Description of the task: Apart from the pictures, every entry below should be repeated exactly.
Excerpted records Start Marker
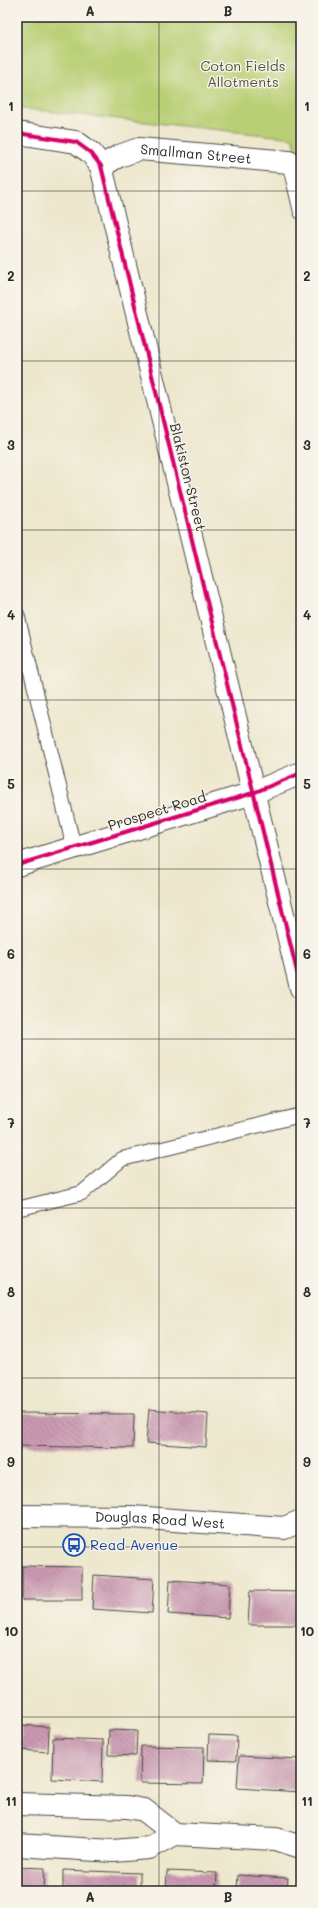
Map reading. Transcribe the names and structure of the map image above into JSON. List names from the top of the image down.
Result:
{
  "streets": {
    "street": [
      "Smallman Street",
      "Blakiston Street",
      "Prospect Road",
      "Douglas Road West"
    ]
  },
  "crossings": [
    ["Smallman Street", "Blakiston Street"],
    ["Blakiston Street", "Prospect Road"]
  ],
  "parks": ["Coton Fields Allotments"],
  "places": {
    "bus stop": ["Read Avenue"]
  },
  "grid": {
    "columns": ["A", "B"],
    "rows": [
      "1",
      "2",
      "3",
      "4",
      "5",
      "6",
      "7",
      "8",
      "9",
      "10",
      "11"
    ]
  }
}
Excerpted records End Marker
Answer section:
Map reading. Transcribe the names and structure of the map image above into JSON. List names from the top of the image down.
Result:
{
  "streets": {
    "street": [
      "Smallman Street",
      "Blakiston Street",
      "Prospect Road",
      "Douglas Road West"
    ]
  },
  "crossings": [
    ["Smallman Street", "Blakiston Street"],
    ["Blakiston Street", "Prospect Road"]
  ],
  "parks": ["Coton Fields Allotments"],
  "places": {
    "bus stop": ["Read Avenue"]
  },
  "grid": {
    "columns": ["A", "B"],
    "rows": [
      "1",
      "2",
      "3",
      "4",
      "5",
      "6",
      "7",
      "8",
      "9",
      "10",
      "11"
    ]
  }
}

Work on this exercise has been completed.